* **What you need to do**
Take the data below. Output it exactly from its first line through the line containing "position:relative; flex:1; overflow:hidden".

* **Available data**
________________

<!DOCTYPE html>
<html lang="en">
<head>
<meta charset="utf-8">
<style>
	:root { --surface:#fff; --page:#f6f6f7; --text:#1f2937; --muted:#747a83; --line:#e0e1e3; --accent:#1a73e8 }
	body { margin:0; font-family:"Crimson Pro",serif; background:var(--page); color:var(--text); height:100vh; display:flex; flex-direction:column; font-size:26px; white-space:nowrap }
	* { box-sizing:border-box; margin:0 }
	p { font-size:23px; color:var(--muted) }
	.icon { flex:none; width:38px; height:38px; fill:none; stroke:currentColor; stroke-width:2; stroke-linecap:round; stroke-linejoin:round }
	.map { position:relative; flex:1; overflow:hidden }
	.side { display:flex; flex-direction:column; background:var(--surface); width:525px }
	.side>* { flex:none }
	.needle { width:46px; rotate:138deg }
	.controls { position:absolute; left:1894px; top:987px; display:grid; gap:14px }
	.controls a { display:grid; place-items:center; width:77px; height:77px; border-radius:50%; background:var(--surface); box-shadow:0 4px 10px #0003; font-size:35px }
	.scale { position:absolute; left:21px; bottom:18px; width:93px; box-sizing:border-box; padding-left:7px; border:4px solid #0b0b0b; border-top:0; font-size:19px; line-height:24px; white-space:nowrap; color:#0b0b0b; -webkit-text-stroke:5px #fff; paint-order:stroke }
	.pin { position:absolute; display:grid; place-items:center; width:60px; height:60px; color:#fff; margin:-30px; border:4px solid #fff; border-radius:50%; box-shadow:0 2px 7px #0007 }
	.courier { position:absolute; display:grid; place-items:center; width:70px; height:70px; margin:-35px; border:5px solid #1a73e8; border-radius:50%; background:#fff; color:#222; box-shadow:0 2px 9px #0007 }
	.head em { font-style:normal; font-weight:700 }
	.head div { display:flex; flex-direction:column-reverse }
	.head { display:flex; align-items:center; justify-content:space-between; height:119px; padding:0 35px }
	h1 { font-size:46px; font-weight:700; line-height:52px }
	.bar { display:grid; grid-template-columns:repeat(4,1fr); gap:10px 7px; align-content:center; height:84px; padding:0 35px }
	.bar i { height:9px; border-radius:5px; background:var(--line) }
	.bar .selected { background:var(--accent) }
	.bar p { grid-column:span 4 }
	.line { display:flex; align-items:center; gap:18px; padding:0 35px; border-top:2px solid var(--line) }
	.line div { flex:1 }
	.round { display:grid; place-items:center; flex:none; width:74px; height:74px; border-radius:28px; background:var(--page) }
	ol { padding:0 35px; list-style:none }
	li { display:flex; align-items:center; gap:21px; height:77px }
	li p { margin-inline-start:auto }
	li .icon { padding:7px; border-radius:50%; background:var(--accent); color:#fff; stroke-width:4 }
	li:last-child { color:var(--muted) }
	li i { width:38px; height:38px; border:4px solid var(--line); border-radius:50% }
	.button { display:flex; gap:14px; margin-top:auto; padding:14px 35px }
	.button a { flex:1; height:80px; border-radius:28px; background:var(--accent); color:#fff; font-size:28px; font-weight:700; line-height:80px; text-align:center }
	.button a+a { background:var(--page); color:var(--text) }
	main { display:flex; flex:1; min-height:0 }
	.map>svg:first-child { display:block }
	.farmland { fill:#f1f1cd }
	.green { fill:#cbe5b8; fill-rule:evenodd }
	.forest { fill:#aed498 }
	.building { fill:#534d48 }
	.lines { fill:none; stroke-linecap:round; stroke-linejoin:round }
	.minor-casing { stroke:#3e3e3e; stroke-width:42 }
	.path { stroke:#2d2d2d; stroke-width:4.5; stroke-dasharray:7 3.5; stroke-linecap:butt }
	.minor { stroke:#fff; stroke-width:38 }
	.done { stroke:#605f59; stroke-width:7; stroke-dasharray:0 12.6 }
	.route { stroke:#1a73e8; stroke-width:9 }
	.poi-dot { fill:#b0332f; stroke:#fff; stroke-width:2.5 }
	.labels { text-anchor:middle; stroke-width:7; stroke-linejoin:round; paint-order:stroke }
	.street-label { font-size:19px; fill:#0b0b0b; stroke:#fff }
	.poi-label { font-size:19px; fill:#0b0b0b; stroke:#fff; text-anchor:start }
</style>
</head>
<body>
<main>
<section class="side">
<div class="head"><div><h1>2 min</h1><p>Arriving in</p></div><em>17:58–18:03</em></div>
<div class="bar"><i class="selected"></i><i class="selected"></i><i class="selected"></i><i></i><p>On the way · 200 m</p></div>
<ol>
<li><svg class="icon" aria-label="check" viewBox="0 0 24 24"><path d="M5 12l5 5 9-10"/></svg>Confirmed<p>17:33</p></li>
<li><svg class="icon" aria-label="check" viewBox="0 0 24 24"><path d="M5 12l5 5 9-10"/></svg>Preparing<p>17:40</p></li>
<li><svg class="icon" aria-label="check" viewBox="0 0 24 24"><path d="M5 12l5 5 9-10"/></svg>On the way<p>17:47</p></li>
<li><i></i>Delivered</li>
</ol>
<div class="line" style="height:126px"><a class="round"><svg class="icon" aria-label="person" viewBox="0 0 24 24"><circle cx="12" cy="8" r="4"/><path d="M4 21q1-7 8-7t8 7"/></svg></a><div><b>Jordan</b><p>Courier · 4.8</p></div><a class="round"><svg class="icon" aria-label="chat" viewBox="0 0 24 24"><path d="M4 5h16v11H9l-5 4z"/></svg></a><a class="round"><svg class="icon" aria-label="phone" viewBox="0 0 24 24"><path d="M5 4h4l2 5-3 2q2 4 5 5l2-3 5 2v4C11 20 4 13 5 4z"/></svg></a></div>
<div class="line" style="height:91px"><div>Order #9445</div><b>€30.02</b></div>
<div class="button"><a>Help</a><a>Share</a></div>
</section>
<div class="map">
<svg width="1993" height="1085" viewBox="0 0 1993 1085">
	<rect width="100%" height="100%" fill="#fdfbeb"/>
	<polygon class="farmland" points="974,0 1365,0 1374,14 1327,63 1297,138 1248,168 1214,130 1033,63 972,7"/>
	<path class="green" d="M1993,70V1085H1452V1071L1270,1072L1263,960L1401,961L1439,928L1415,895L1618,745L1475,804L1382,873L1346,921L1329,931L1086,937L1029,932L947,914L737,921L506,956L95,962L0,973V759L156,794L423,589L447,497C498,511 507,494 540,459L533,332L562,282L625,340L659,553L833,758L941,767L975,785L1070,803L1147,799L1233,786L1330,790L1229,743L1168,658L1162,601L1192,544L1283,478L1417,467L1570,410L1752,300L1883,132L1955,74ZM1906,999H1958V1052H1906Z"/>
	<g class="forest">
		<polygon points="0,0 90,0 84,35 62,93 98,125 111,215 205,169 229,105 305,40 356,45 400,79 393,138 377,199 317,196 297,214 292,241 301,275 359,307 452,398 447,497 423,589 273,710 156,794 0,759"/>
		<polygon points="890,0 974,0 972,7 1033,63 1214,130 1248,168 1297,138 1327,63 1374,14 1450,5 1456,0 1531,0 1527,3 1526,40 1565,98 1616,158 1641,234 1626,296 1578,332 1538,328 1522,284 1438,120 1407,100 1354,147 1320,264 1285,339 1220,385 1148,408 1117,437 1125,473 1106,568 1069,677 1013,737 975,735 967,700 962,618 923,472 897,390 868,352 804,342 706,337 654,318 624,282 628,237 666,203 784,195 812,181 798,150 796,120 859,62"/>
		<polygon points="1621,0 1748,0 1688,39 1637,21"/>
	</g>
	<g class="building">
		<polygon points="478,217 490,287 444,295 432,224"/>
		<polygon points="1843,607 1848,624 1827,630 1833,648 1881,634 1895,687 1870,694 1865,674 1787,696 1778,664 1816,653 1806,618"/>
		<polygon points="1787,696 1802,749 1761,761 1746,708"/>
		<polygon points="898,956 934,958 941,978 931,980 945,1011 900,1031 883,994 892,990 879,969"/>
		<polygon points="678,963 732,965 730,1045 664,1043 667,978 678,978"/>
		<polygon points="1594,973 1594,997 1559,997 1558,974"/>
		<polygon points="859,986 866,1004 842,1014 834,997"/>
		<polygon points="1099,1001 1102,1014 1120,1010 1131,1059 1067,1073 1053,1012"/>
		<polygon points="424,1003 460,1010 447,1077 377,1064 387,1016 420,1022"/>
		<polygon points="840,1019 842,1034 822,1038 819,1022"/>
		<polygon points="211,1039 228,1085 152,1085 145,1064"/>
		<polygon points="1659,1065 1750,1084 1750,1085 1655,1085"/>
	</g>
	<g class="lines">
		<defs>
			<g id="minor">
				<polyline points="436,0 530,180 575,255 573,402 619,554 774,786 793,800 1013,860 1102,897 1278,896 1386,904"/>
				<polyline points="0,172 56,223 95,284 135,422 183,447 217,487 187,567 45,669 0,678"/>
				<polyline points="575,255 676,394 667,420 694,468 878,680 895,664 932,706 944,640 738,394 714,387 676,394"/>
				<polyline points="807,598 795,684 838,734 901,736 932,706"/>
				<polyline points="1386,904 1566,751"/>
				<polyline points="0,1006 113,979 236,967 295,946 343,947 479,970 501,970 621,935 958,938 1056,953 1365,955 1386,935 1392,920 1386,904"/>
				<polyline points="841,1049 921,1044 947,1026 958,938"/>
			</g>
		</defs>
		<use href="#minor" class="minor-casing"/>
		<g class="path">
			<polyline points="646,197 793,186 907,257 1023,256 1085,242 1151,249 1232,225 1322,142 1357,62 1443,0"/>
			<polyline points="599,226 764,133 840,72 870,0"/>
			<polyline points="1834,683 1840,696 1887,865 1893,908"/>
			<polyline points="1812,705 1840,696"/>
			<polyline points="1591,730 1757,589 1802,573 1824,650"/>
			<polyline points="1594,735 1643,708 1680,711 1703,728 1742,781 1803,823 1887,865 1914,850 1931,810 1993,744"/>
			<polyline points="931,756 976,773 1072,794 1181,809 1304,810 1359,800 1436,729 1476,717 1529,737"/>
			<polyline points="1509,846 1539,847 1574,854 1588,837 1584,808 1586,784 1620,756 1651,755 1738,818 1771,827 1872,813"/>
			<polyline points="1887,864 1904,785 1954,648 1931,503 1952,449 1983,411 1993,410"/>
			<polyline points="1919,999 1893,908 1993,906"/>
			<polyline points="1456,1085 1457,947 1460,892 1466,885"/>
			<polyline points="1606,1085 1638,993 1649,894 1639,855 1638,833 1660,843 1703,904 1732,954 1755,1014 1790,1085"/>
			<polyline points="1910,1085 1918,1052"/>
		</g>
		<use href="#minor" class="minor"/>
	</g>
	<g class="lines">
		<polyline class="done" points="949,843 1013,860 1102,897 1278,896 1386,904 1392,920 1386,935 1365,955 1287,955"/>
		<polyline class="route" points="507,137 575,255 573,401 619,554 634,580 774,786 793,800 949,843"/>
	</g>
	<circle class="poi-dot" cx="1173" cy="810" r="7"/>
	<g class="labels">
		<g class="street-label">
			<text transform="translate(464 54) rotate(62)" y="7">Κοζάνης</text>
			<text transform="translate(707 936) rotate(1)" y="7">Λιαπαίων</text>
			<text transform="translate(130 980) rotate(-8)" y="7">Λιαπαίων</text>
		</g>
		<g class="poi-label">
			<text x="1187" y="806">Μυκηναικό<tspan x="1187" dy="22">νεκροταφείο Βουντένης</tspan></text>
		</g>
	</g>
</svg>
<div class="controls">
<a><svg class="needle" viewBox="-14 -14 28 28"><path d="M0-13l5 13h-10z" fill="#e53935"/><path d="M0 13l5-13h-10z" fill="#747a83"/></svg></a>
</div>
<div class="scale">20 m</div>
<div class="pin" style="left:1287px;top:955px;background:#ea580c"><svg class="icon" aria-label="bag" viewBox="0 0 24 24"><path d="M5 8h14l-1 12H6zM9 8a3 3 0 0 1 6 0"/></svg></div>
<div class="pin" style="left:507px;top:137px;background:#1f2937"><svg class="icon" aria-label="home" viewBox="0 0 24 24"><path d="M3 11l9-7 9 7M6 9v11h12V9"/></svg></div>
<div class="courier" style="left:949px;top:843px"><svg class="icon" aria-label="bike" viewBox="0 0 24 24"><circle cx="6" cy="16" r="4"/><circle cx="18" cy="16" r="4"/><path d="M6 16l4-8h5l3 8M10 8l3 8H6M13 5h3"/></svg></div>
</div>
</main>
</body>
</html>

________________

* **Answer section**
<!DOCTYPE html>
<html lang="en">
<head>
<meta charset="utf-8">
<style>
	:root { --surface:#fff; --page:#f6f6f7; --text:#1f2937; --muted:#747a83; --line:#e0e1e3; --accent:#1a73e8 }
	body { margin:0; font-family:"Crimson Pro",serif; background:var(--page); color:var(--text); height:100vh; display:flex; flex-direction:column; font-size:26px; white-space:nowrap }
	* { box-sizing:border-box; margin:0 }
	p { font-size:23px; color:var(--muted) }
	.icon { flex:none; width:38px; height:38px; fill:none; stroke:currentColor; stroke-width:2; stroke-linecap:round; stroke-linejoin:round }
	.map { position:relative; flex:1; overflow:hidden }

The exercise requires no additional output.